▸ Exercise instructions: For this exercise, repeat the records below exactly and omit every picture.

START Input records

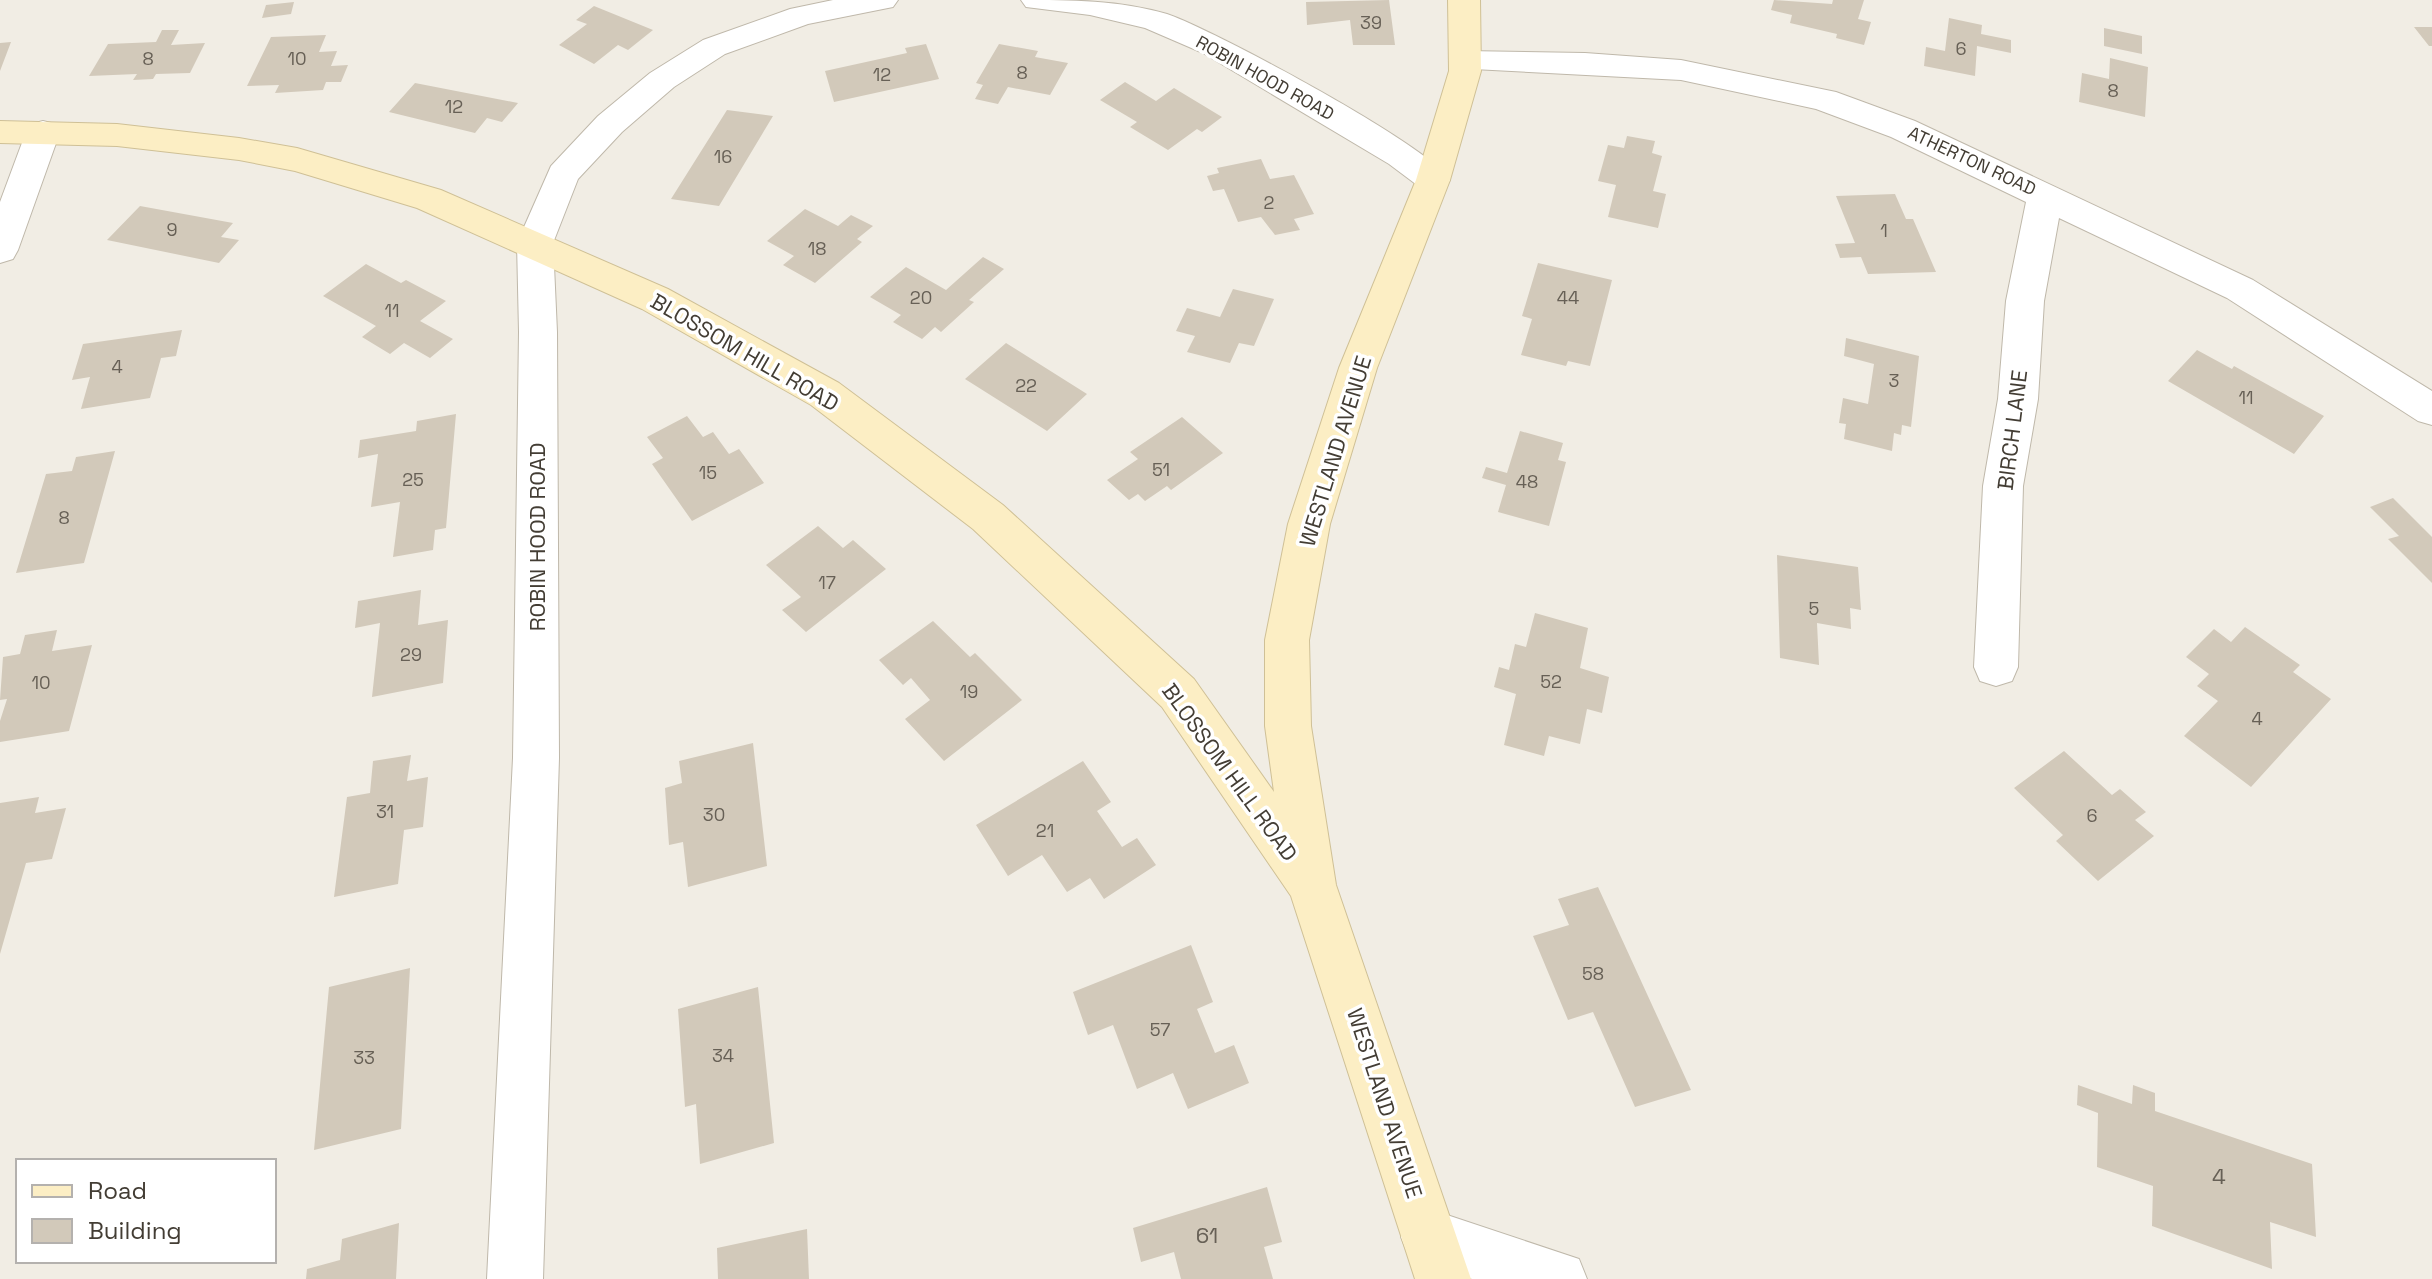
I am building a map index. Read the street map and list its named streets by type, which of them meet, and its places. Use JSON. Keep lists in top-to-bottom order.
{
  "streets": {
    "street": [
      "ROBIN HOOD ROAD",
      "ATHERTON ROAD",
      "BLOSSOM HILL ROAD",
      "BIRCH LANE",
      "WESTLAND AVENUE"
    ]
  },
  "crossings": [
    ["ROBIN HOOD ROAD", "BLOSSOM HILL ROAD"],
    ["ROBIN HOOD ROAD", "WESTLAND AVENUE"],
    ["ATHERTON ROAD", "BIRCH LANE"],
    ["ATHERTON ROAD", "WESTLAND AVENUE"],
    ["BLOSSOM HILL ROAD", "WESTLAND AVENUE"]
  ],
  "house_numbers": [
    "39",
    "6",
    "8",
    "10",
    "8",
    "12",
    "8",
    "12",
    "16",
    "2",
    "9",
    "1",
    "18",
    "20",
    "44",
    "11",
    "4",
    "3",
    "22",
    "11",
    "51",
    "15",
    "25",
    "48",
    "8",
    "17",
    "5",
    "29",
    "52",
    "10",
    "19",
    "4",
    "31",
    "30",
    "6",
    "21",
    "58",
    "57",
    "34",
    "33",
    "4",
    "61"
  ],
  "legend": ["Road", "Building"]
}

END Input records

▸ Written answer:
I am building a map index. Read the street map and list its named streets by type, which of them meet, and its places. Use JSON. Keep lists in top-to-bottom order.
{
  "streets": {
    "street": [
      "ROBIN HOOD ROAD",
      "ATHERTON ROAD",
      "BLOSSOM HILL ROAD",
      "BIRCH LANE",
      "WESTLAND AVENUE"
    ]
  },
  "crossings": [
    ["ROBIN HOOD ROAD", "BLOSSOM HILL ROAD"],
    ["ROBIN HOOD ROAD", "WESTLAND AVENUE"],
    ["ATHERTON ROAD", "BIRCH LANE"],
    ["ATHERTON ROAD", "WESTLAND AVENUE"],
    ["BLOSSOM HILL ROAD", "WESTLAND AVENUE"]
  ],
  "house_numbers": [
    "39",
    "6",
    "8",
    "10",
    "8",
    "12",
    "8",
    "12",
    "16",
    "2",
    "9",
    "1",
    "18",
    "20",
    "44",
    "11",
    "4",
    "3",
    "22",
    "11",
    "51",
    "15",
    "25",
    "48",
    "8",
    "17",
    "5",
    "29",
    "52",
    "10",
    "19",
    "4",
    "31",
    "30",
    "6",
    "21",
    "58",
    "57",
    "34",
    "33",
    "4",
    "61"
  ],
  "legend": ["Road", "Building"]
}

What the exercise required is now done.